# Spain or Portugal?



## Brexugee (Dec 16, 2019)

I posted this in the Portugal side, but no replies for a few days so thought I'd try over here....

Hoping for some info on the differences between moving to these countries. I've visited both quite a few times (Spain more), and love both. So our decision will be partly based on the kind of property we find, and some practical considerations.

We're so far thinking about the Granada area of Spain, and the Lisbon area of Portugal. In both cases we want somewhere quiet, peaceful, and with countryside - but within easy access of the city and to beaches. It does seem like properties in that area of Spain are cheaper than in the Portugal area, though we're wondering if that expense might be balanced by healthcare, taxes, etc.

We also like that an EU passport only takes 6 years in Portugal v 10 in Spain, and have read that Portugal is much more dog-friendly.

Any advice, opinions, and experience appreciated!


----------



## Alcalaina (Aug 6, 2010)

Do you already speak either Spanish or Portuguese? All other things being equal, that would be the deciding factor for me.


----------



## DonMarco (Nov 20, 2016)

Brexugee said:


> I posted this in the Portugal side, but no replies for a few days so thought I'd try over here....
> 
> Hoping for some info on the differences between moving to these countries. I've visited both quite a few times (Spain more), and love both. So our decision will be partly based on the kind of property we find, and some practical considerations.
> 
> ...


Granada area isn't exactly within easy access to the beaches.


----------



## 95995 (May 16, 2010)

Atlantic coast or Mediterranean (though Granada is not coastal!) - there is a huge difference.

I believe that some tax benefits for EU citizens cease after a certain period of time (I don't know the details) and taxes can then become much more onerous. Also I understand Portugal is very tight on car importations and that you have to comply with the letter of the law - according to someone on the French forum who got caught out by a matter of days - that person is now planning a return to France, I guess, but don't know, prior to more onerous taxation kicking in).


----------



## Alcalaina (Aug 6, 2010)

DonMarco said:


> Granada area isn't exactly within easy access to the beaches.


Yes it is. Not heard of the Costa Tropical?

When people say "Granada area" etc I always assume they mean the province not the capital city.


----------



## Brexugee (Dec 16, 2019)

Thanks for the replies.

@Alcalaina - I have "holiday" Spanish, and basically no Portuguese so language not a big factor in our decision. We'll have to learn it in either case. My wife is a language whiz so at least one of us will be able to communicate pretty quickly!
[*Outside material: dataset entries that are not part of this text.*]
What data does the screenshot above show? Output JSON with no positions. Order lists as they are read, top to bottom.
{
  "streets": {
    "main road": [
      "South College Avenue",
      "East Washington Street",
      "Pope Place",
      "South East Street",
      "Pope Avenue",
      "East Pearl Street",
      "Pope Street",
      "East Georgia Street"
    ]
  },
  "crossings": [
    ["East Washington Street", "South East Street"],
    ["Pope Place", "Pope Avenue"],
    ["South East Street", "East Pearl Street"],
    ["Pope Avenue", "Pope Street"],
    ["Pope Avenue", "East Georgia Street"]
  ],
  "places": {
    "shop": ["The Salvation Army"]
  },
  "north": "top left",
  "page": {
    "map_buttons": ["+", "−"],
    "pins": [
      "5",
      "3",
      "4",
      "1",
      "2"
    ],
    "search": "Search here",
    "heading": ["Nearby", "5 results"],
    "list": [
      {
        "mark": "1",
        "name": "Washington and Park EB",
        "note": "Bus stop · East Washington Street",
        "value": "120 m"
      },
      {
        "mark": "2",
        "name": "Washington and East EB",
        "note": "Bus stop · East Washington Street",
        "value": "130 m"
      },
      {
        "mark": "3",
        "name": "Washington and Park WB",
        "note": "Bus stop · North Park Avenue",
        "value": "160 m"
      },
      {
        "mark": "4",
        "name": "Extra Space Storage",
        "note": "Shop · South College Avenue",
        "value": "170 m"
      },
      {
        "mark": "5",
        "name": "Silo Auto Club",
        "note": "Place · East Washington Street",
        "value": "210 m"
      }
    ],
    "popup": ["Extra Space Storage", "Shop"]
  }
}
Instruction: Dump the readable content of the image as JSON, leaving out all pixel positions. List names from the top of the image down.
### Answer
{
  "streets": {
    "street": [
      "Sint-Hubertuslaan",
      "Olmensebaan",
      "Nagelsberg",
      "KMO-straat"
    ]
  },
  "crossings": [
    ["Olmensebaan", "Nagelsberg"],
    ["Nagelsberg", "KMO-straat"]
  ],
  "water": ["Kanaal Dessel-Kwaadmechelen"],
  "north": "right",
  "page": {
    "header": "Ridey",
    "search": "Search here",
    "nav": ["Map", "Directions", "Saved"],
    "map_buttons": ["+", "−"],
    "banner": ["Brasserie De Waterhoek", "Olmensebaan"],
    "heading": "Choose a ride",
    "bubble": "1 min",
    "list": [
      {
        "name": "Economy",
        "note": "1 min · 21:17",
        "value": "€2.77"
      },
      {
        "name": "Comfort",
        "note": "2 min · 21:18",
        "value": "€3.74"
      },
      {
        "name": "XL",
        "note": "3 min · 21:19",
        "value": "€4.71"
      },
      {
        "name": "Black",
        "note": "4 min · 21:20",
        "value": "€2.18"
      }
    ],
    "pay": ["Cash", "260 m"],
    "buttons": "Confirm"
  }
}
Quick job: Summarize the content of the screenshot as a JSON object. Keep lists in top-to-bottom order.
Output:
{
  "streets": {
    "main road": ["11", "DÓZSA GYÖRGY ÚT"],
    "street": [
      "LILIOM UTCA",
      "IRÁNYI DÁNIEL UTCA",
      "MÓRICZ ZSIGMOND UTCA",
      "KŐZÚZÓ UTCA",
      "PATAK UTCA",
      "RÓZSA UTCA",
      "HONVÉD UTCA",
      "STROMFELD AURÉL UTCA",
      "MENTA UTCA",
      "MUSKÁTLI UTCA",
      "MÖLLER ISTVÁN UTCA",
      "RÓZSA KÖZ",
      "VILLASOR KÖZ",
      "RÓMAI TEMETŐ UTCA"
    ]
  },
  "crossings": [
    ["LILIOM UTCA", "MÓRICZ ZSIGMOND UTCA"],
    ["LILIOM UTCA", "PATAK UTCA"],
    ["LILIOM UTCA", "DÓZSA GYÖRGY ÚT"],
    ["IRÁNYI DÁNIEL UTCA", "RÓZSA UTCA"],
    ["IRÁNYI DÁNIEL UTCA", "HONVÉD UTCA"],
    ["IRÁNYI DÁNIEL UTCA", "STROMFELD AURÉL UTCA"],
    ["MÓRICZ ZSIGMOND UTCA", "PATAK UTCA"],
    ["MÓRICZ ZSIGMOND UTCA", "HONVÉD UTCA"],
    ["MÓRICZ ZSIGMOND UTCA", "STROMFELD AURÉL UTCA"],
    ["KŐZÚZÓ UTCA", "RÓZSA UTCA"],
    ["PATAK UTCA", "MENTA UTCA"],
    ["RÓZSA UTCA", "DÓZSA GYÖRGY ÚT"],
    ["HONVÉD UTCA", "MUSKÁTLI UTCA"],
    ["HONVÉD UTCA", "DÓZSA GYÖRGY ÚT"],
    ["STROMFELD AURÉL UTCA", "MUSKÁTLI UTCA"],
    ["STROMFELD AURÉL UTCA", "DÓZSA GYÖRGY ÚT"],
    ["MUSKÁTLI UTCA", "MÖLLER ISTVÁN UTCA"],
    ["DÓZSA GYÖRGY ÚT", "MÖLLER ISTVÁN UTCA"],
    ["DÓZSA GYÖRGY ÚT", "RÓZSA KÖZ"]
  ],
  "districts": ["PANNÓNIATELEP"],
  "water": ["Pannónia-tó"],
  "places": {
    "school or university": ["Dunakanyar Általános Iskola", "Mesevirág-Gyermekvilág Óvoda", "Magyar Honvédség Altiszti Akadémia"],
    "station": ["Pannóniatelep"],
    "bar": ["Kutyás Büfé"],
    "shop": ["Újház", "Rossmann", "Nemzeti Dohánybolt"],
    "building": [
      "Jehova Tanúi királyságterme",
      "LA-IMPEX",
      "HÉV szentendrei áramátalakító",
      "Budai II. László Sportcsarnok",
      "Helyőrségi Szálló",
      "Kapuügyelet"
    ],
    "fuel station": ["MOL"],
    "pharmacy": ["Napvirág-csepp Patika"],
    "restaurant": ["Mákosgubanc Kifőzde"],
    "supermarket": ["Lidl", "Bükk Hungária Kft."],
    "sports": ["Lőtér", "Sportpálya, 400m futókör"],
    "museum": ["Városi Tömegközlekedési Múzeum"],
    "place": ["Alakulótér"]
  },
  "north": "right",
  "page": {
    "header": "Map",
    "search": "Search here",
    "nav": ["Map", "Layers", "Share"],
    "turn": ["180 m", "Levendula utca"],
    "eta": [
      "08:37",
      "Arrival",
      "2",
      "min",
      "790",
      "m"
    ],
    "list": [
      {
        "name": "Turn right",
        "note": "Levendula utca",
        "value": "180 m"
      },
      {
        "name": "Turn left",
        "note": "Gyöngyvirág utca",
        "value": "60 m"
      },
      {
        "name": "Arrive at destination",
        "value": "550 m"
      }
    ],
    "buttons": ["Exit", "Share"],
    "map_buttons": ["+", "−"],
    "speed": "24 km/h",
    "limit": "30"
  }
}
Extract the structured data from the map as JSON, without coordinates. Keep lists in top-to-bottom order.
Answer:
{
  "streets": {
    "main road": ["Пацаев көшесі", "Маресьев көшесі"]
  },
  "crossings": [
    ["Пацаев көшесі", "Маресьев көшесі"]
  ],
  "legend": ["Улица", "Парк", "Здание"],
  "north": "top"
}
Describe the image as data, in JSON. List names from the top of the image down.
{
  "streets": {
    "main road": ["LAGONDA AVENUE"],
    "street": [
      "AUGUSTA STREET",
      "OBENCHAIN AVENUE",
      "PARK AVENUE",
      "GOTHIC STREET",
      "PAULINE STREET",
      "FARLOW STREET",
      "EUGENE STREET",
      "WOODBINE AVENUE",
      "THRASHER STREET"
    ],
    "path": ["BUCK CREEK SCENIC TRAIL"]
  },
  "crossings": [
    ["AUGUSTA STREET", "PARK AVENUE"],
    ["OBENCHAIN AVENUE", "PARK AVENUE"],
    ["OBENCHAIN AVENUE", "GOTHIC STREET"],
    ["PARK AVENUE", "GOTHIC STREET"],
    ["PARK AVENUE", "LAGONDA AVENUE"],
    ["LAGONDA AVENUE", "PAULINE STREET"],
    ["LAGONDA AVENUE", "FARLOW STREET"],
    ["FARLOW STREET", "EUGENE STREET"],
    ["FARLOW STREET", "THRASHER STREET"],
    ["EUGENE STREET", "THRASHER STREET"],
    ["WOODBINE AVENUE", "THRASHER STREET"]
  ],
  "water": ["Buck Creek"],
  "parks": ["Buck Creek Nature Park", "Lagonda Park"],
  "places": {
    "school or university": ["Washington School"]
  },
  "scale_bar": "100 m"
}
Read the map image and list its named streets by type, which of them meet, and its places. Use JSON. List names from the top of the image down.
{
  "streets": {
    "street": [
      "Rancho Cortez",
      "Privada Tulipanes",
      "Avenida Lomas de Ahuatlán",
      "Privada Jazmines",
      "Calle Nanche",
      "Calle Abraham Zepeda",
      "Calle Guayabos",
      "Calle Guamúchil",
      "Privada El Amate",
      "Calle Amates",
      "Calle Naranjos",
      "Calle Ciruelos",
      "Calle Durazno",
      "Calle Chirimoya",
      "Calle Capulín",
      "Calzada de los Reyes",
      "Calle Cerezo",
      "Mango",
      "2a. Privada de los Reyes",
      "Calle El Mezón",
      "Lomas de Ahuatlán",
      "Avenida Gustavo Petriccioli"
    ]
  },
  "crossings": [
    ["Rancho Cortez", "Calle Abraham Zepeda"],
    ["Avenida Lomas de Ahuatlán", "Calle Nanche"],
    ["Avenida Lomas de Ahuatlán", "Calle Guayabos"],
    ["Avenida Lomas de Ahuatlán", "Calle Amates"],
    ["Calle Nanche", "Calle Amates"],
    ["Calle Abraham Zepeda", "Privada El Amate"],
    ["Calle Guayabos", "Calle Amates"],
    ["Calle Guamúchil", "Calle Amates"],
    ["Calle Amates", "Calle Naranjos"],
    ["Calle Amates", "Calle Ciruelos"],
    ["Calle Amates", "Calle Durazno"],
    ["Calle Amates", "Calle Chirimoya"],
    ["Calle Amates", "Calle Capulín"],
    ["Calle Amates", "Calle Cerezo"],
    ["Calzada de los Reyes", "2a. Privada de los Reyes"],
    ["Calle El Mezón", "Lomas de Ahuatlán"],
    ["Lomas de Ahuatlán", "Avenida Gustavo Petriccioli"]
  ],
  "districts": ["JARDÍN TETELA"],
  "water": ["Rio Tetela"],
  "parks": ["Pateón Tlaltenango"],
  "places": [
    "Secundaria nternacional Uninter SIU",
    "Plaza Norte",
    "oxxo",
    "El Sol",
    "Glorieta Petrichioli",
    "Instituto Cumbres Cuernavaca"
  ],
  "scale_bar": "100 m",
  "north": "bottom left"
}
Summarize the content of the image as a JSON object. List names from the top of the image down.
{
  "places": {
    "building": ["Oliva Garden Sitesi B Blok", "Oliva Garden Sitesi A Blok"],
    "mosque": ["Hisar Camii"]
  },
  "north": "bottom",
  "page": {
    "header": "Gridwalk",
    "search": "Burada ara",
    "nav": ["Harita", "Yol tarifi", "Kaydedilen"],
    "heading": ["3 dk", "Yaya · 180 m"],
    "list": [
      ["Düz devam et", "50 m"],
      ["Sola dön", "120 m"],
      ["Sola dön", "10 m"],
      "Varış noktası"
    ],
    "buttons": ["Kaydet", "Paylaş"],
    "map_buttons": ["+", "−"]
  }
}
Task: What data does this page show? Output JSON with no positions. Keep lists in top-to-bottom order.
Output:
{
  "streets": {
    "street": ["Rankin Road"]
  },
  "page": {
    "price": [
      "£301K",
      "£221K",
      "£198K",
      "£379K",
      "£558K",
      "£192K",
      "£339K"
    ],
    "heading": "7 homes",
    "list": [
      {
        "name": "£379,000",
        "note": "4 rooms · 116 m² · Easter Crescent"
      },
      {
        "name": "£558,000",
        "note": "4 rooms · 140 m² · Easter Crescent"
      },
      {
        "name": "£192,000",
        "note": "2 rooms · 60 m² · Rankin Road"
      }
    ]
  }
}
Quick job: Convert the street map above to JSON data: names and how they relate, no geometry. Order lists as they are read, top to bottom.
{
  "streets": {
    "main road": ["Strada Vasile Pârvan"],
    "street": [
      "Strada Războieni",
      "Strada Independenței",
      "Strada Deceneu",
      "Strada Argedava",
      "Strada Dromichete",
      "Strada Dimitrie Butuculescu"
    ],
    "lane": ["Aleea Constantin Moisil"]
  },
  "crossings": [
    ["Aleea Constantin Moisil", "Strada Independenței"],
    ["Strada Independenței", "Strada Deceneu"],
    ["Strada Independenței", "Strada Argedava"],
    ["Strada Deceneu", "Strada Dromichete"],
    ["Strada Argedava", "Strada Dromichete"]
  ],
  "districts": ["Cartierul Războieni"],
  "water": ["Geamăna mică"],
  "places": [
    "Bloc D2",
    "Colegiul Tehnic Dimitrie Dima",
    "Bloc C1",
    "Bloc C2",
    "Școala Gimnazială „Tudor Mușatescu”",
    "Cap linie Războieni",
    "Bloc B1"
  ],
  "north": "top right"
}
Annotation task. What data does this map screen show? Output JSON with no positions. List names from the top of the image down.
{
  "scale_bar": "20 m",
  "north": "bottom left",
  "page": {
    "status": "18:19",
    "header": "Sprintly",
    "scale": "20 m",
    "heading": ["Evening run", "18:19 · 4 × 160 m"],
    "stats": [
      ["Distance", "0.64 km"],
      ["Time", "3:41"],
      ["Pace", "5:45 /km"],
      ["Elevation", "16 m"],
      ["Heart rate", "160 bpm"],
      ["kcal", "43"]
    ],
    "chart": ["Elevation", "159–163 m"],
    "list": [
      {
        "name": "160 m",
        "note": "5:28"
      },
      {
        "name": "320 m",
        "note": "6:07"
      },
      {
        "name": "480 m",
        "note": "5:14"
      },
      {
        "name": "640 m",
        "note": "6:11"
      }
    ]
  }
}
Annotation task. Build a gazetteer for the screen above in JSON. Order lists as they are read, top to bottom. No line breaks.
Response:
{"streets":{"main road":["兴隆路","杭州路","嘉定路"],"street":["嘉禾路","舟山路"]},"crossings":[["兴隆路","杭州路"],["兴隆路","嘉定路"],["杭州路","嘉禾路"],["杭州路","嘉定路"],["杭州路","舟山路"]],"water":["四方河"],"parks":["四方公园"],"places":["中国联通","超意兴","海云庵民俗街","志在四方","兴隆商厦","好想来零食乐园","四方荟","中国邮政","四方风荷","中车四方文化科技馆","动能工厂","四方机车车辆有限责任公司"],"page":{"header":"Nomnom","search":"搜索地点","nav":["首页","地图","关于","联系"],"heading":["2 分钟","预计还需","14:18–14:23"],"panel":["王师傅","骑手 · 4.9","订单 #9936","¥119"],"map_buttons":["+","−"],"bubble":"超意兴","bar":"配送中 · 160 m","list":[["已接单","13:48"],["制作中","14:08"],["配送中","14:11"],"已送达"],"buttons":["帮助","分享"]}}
And yes, I meant the region in general.

@DonMarco - under an hour to various beaches we consider "easy access." We've been living in a desert area of the US for the past 6 years, so....

@EverHopeful - yes, I'm aware the Atlantic beaches of Lisbon will have colder water, and probably windier conditions than Costa Tropical beaches. Were you thinking of other specific differences? The tax benefit I was thinking of is the NHR scheme, which new residents can get for 10 years. Not exclusively for EU citizens, so I should think that wouldn't change after Brexit. No car to import - we'll be buying one there eventually, but prefer public transport anyway.


----------



## xgarb (May 6, 2011)

One option: https://thelecrinvalley.org/ Nearer the coast has warmer winters but high humidity. If you are used to desert dryness it might be a bit stifling for you.


----------



## Brexugee (Dec 16, 2019)

xgarb said:


> One option: https://thelecrinvalley.org/ Nearer the coast has warmer winters but high humidity. If you are used to desert dryness it might be a bit stifling for you.


Thanks, we were actually looking at that area online but didn't know what it was called. Looks beautiful, and like it has good access to both the coast and the city. 

To explore that area on our upcoming visit, do you think we'd need to hire a car, or is public transport okay?


----------



## xgarb (May 6, 2011)

Brexugee said:


> Thanks, we were actually looking at that area online but didn't know what it was called. Looks beautiful, and like it has good access to both the coast and the city.
> 
> To explore that area on our upcoming visit, do you think we'd need to hire a car, or is public transport okay?


You'll need a car unless you want to do a lot of walking. There are buses but not very frequent in the the smaller villages. 

You could also checkout Salobreña if you want to be on the coast.


----------